Assigned task:
Skip the pictures and repeat each line of the data exactly.

Data extract:
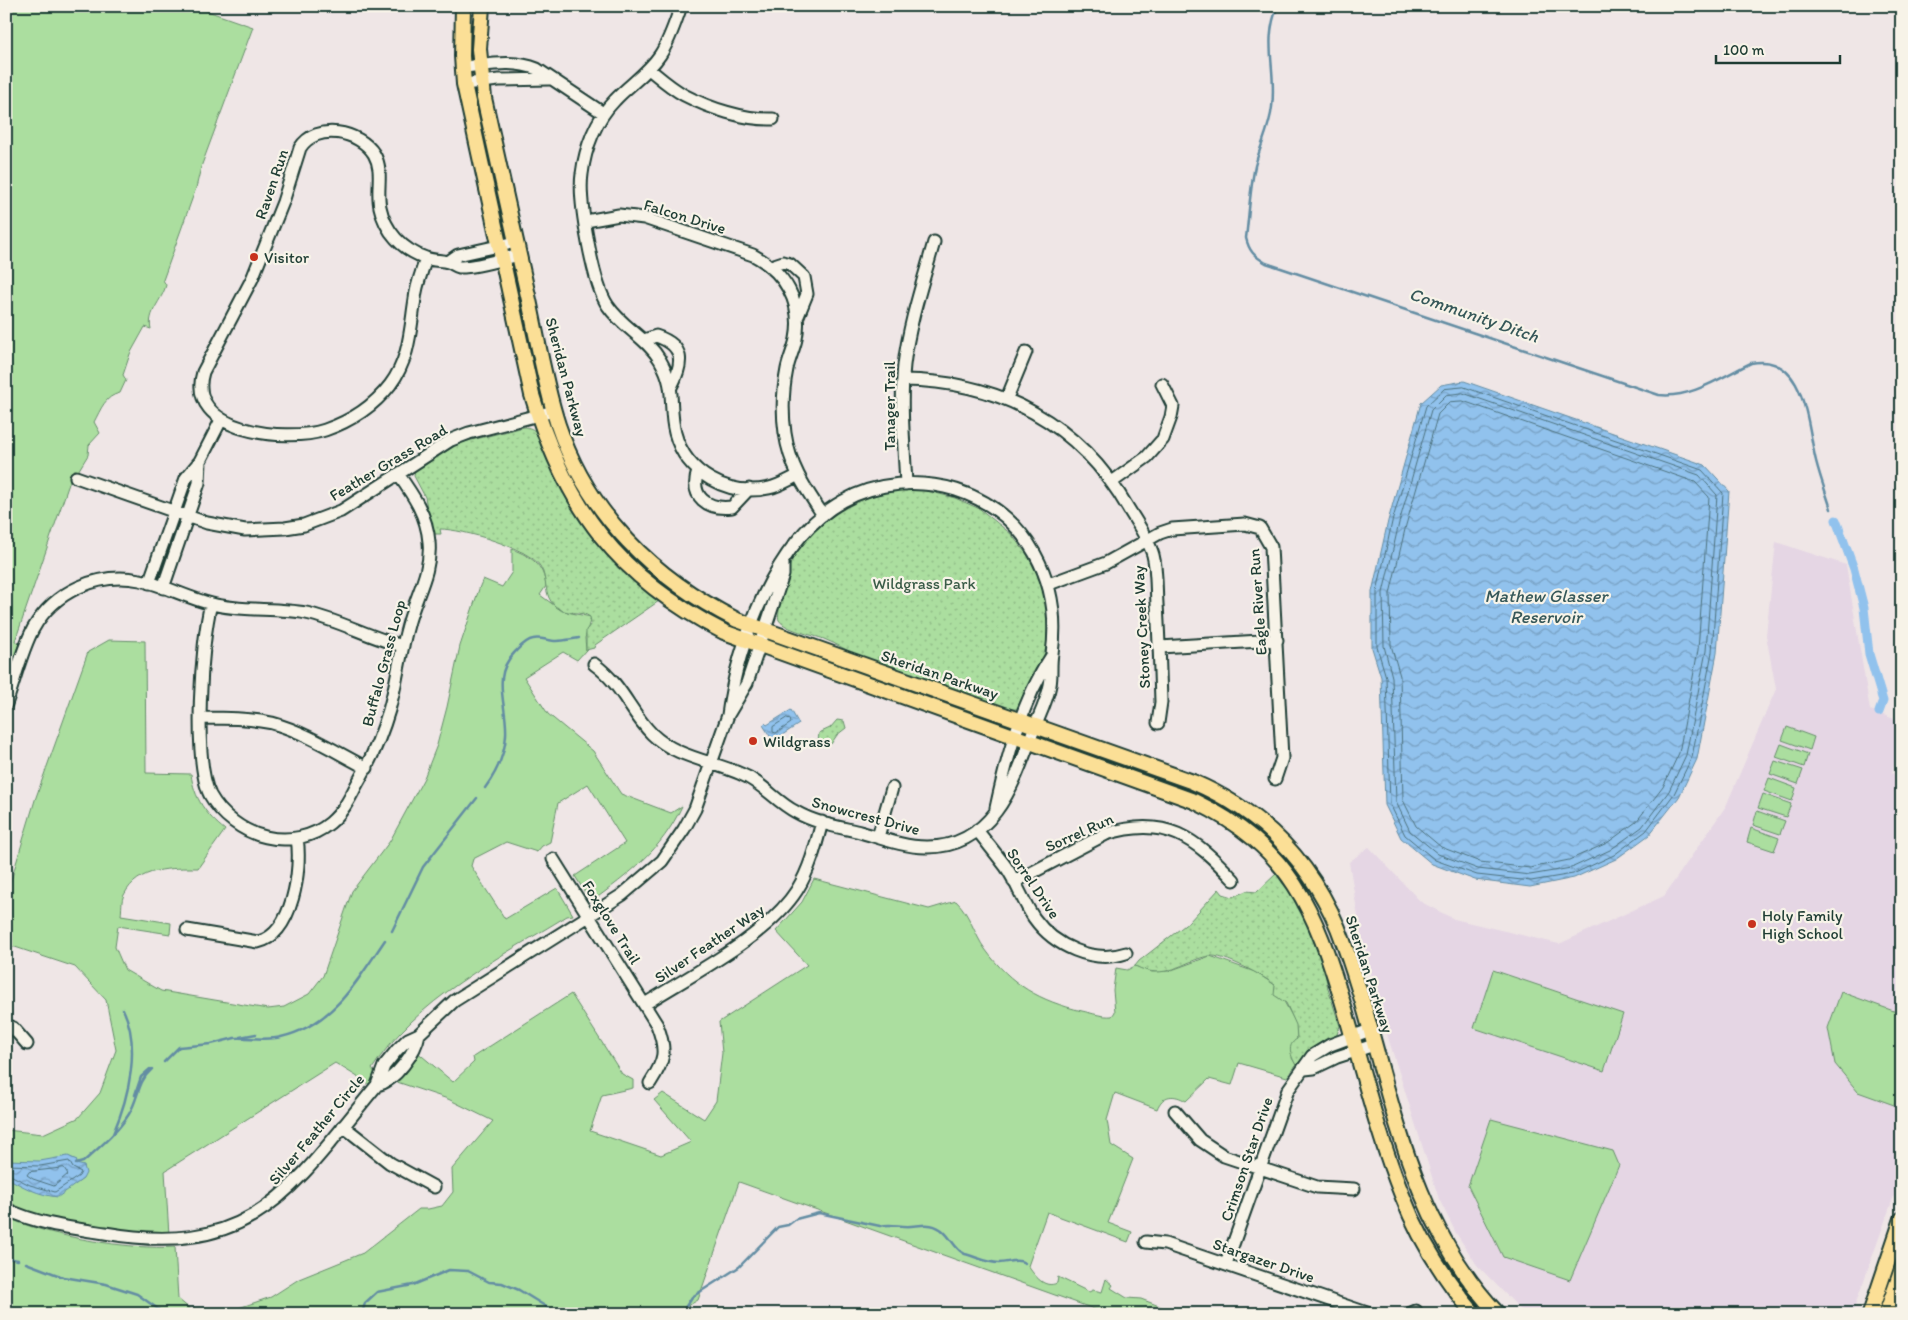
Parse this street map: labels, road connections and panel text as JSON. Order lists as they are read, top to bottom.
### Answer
{
  "streets": {
    "main road": ["Sheridan Parkway"],
    "street": [
      "Raven Run",
      "Falcon Drive",
      "Tanager Trail",
      "Feather Grass Road",
      "Eagle River Run",
      "Stoney Creek Way",
      "Buffalo Grass Loop",
      "Snowcrest Drive",
      "Sorrel Run",
      "Sorrel Drive",
      "Foxglove Trail",
      "Silver Feather Way",
      "Silver Feather Circle",
      "Crimson Star Drive",
      "Stargazer Drive"
    ]
  },
  "crossings": [
    ["Raven Run", "Sheridan Parkway"],
    ["Falcon Drive", "Snowcrest Drive"],
    ["Sheridan Parkway", "Feather Grass Road"],
    ["Sheridan Parkway", "Snowcrest Drive"],
    ["Sheridan Parkway", "Silver Feather Circle"],
    ["Sheridan Parkway", "Crimson Star Drive"],
    ["Tanager Trail", "Stoney Creek Way"],
    ["Tanager Trail", "Snowcrest Drive"],
    ["Feather Grass Road", "Buffalo Grass Loop"],
    ["Eagle River Run", "Stoney Creek Way"],
    ["Eagle River Run", "Snowcrest Drive"],
    ["Snowcrest Drive", "Sorrel Drive"],
    ["Snowcrest Drive", "Silver Feather Way"],
    ["Snowcrest Drive", "Silver Feather Circle"],
    ["Sorrel Run", "Sorrel Drive"],
    ["Foxglove Trail", "Silver Feather Way"],
    ["Foxglove Trail", "Silver Feather Circle"],
    ["Crimson Star Drive", "Stargazer Drive"]
  ],
  "water": ["Community Ditch", "Mathew Glasser Reservoir"],
  "parks": ["Wildgrass Park"],
  "places": ["Visitor", "Wildgrass", "Holy Family High School"],
  "scale_bar": "100 m"
}
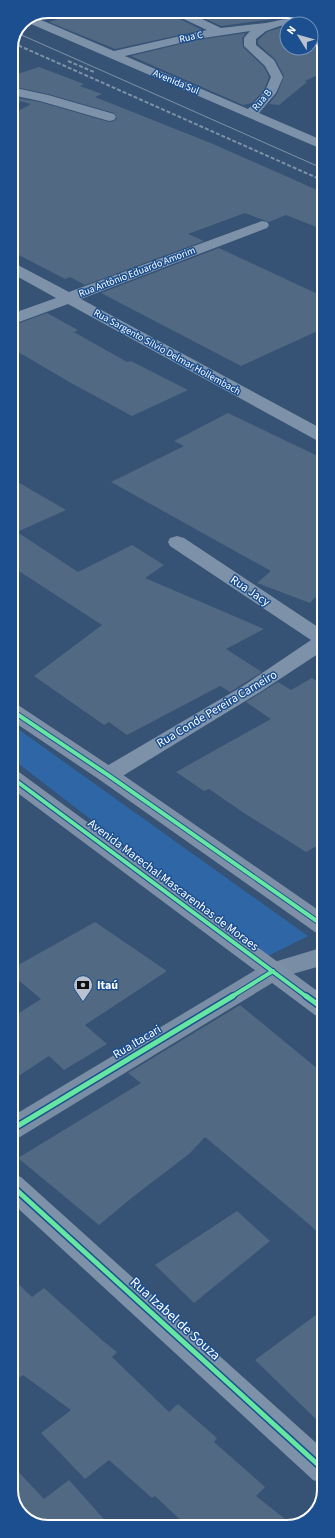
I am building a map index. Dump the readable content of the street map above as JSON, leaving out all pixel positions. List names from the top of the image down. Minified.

Reply:
Parse this street map: labels, road connections and panel text as JSON. Order lists as they are read, top to bottom.
### Answer
{
  "streets": {
    "main road": ["Sheridan Parkway"],
    "street": [
      "Raven Run",
      "Falcon Drive",
      "Tanager Trail",
      "Feather Grass Road",
      "Eagle River Run",
      "Stoney Creek Way",
      "Buffalo Grass Loop",
      "Snowcrest Drive",
      "Sorrel Run",
      "Sorrel Drive",
      "Foxglove Trail",
      "Silver Feather Way",
      "Silver Feather Circle",
      "Crimson Star Drive",
      "Stargazer Drive"
    ]
  },
  "crossings": [
    ["Raven Run", "Sheridan Parkway"],
    ["Falcon Drive", "Snowcrest Drive"],
    ["Sheridan Parkway", "Feather Grass Road"],
    ["Sheridan Parkway", "Snowcrest Drive"],
    ["Sheridan Parkway", "Silver Feather Circle"],
    ["Sheridan Parkway", "Crimson Star Drive"],
    ["Tanager Trail", "Stoney Creek Way"],
    ["Tanager Trail", "Snowcrest Drive"],
    ["Feather Grass Road", "Buffalo Grass Loop"],
    ["Eagle River Run", "Stoney Creek Way"],
    ["Eagle River Run", "Snowcrest Drive"],
    ["Snowcrest Drive", "Sorrel Drive"],
    ["Snowcrest Drive", "Silver Feather Way"],
    ["Snowcrest Drive", "Silver Feather Circle"],
    ["Sorrel Run", "Sorrel Drive"],
    ["Foxglove Trail", "Silver Feather Way"],
    ["Foxglove Trail", "Silver Feather Circle"],
    ["Crimson Star Drive", "Stargazer Drive"]
  ],
  "water": ["Community Ditch", "Mathew Glasser Reservoir"],
  "parks": ["Wildgrass Park"],
  "places": ["Visitor", "Wildgrass", "Holy Family High School"],
  "scale_bar": "100 m"
}
I am building a map index. Dump the readable content of the street map above as JSON, leaving out all pixel positions. List names from the top of the image down. Minified.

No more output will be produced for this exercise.